Which of the lines below hold the word "strokeStyle"? Pull each of them out.

Records excerpted from a collection:
────

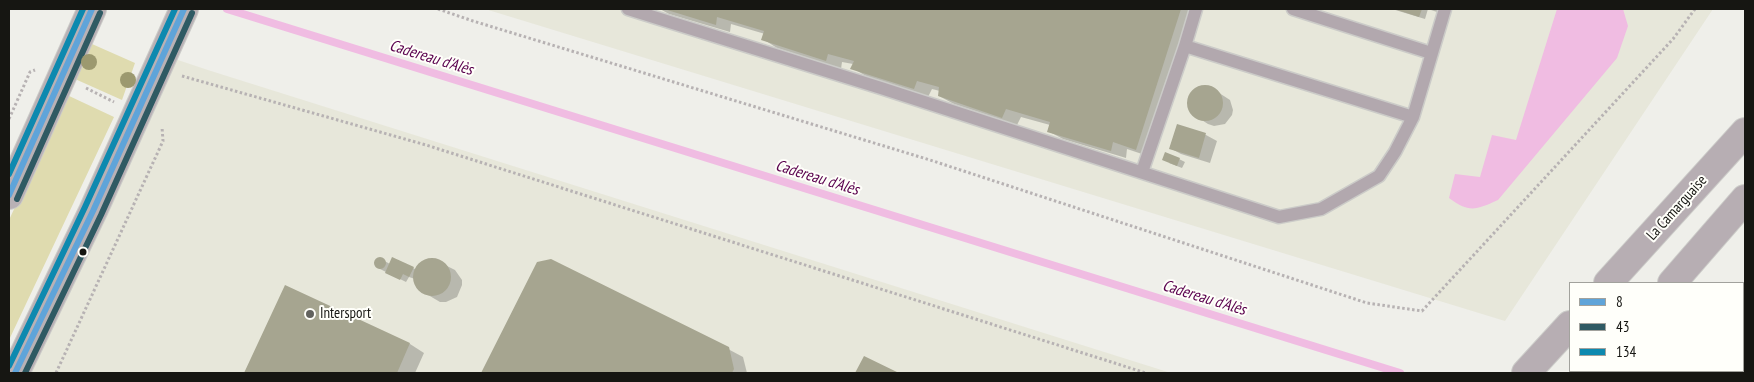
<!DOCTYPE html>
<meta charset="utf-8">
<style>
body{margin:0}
#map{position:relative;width:1754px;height:382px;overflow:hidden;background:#efefea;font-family:"PT Sans Narrow",sans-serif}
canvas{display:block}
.frame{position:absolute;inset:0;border:10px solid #161612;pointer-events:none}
.legend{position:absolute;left:1569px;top:282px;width:175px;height:90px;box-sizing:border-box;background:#fffffa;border:1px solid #a2a29d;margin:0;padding:6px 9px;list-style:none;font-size:15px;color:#161612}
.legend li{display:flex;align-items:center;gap:10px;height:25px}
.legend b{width:25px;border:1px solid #a2a29d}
</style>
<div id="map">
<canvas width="1754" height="382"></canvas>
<div class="frame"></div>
<ul class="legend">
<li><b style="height:6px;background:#5fa4d9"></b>8</li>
<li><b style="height:6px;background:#2f5a63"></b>43</li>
<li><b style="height:6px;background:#0d89af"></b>134</li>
</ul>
</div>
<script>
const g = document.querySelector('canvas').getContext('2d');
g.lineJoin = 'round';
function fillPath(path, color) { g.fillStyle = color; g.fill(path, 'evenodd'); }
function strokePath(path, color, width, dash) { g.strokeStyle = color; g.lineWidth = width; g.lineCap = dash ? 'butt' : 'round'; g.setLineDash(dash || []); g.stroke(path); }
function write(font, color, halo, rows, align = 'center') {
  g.font = font + ' "PT Sans Narrow",sans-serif'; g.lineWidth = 4; g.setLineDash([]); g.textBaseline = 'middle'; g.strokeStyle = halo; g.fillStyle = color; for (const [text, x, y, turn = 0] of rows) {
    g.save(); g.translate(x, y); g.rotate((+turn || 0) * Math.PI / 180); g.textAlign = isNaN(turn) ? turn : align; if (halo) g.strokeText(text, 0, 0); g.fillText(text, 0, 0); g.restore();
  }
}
const built = new Path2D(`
 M485,9H1713L1505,321Z
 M175,59L211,71L1171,373H30Z`);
const green = new Path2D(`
 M92,44L135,63L122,100L75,79Z
 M67,95L114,117L9,340V220Z`);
const water = new Path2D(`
 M1557,9H1623L1628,26L1617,58L1498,200C1476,210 1469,213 1449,198L1455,174L1480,177L1492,135L1516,140Z`);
const shadow = new Path2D(`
 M660,9H1198L1151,157L1127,149L1126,158L1063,139L1048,131L1050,125L1021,117L1017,125L954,104L939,96L940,91L932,89L928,97L866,76L852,68L853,64L842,62L841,69L777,48L763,39L765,34L731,24L730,32L669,14Z
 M1392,9H1438L1437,12L1428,9L1425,19Z
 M1205,86L1210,87L1230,100L1233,110L1232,115L1225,124L1214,126L1208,124L1197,117L1189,109V97L1195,89Z
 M1177,126L1206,135L1217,141L1210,163L1181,154L1170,148Z
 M1179,159L1185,162L1182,168L1169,163Z
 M381,259L390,264L413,268L417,270L422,263L433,259L455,270L462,280V285L457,297L446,302H440L418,289L415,279L409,277L406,282L376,267L375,264L377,260Z
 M538,263L728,349L743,357L747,373H482Z
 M286,287L410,344L424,353L415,373H246Z`);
const stream = new Path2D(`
 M227,9L1400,373`);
const building = new Path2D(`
 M664,9H1181L1136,150L1113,142L1111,151L1047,132L1050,122L1006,109L1002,118L938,96L939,87L917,81L914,89L850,69L854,61L828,54L826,61L761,40L764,31L717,17L716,25Z
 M1394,9H1422L1419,17Z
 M1187 103a18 18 0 1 1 36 0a18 18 0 1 1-36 0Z
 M1177,124L1206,133L1199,158L1169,149Z
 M1165,152L1180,158L1177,166L1162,160Z
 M392,257L414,267L409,277L403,274L400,280L385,273Z
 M374 263a6 6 0 1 1 12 0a6 6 0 1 1-12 0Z
 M413 277a19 19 0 1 1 38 0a19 19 0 1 1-38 0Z
 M551,259L729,347L734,369L732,373H481L537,262Z
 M285,285L410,343L397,373H244Z
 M864,356L899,373H855Z`);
const path = new Path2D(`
 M438,9L473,21L930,160L1367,303L1422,311L1673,39L1695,9
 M182,76L426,145L1146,373
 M86,88L114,102
 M9,119L30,72L35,70
 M56,373L163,141L162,127`);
const lane = new Path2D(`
 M628,9L881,88L1279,217L1321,209L1379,176L1395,152L1413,117L1445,9
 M1196,9L1185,46L1413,117
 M1293,9L1431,53
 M1142,172L1185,46`);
const secondary = new Path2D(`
 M9,195L92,9
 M15,373L93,211L184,9`);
const highway = new Path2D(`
 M1608,283L1745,132
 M1672,283L1745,199
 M1526,373L1570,325
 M1591,373L1593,371`);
const bus1 = new Path2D(`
 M9,195L92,9
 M15,373L93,211L184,9`);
const bus2 = new Path2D(`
 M17,199L100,13
 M25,373L101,215L192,13`);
const bus3 = new Path2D(`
 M9,174L83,9
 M9,366L85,207L175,9`);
const trees = [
 [89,62],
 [128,80]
];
const markers = [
 [83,252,4.5,"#161612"],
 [310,314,5,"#62625e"]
];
const streetNames = [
 ["La Camarguaise",1677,208,-48]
];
const poiNames = [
 ["Intersport",320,314]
];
const waterNames = [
 ["Cadereau d'Alès",431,58,17],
 ["Cadereau d'Alès",817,178,17],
 ["Cadereau d'Alès",1204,298,17]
];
fillPath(built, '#e7e7da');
fillPath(green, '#dfdbaf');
fillPath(water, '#f0bce2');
fillPath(shadow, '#0003');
strokePath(stream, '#f0bce2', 8);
fillPath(building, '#a6a590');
strokePath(lane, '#cbcbc8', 15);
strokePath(secondary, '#cbcbc8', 30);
strokePath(highway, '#cbcbc8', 30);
strokePath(path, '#b7b2b3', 3, [2.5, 2.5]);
strokePath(lane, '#b2a8ae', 12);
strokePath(secondary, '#b9b1b5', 28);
strokePath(highway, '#b7aeb3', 28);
strokePath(bus1, '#5fa4d9', 6);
strokePath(bus2, '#2f5a63', 6);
strokePath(bus3, '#0d89af', 6);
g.fillStyle = '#9c996f';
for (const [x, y] of trees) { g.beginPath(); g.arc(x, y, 8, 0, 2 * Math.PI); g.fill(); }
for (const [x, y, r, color] of markers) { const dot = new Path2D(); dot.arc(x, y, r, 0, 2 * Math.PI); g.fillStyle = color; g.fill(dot); strokePath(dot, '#fffffa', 2); }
write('15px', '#161612', '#fffffa', streetNames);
write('15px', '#161612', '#fffffa', poiNames, 'left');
write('italic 16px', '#59004d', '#fffffa', waterNames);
</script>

────

COMPLETED TASK:
function strokePath(path, color, width, dash) { g.strokeStyle = color; g.lineWidth = width; g.lineCap = dash ? 'butt' : 'round'; g.setLineDash(dash || []); g.stroke(path); }
  g.font = font + ' "PT Sans Narrow",sans-serif'; g.lineWidth = 4; g.setLineDash([]); g.textBaseline = 'middle'; g.strokeStyle = halo; g.fillStyle = color; for (const [text, x, y, turn = 0] of rows) {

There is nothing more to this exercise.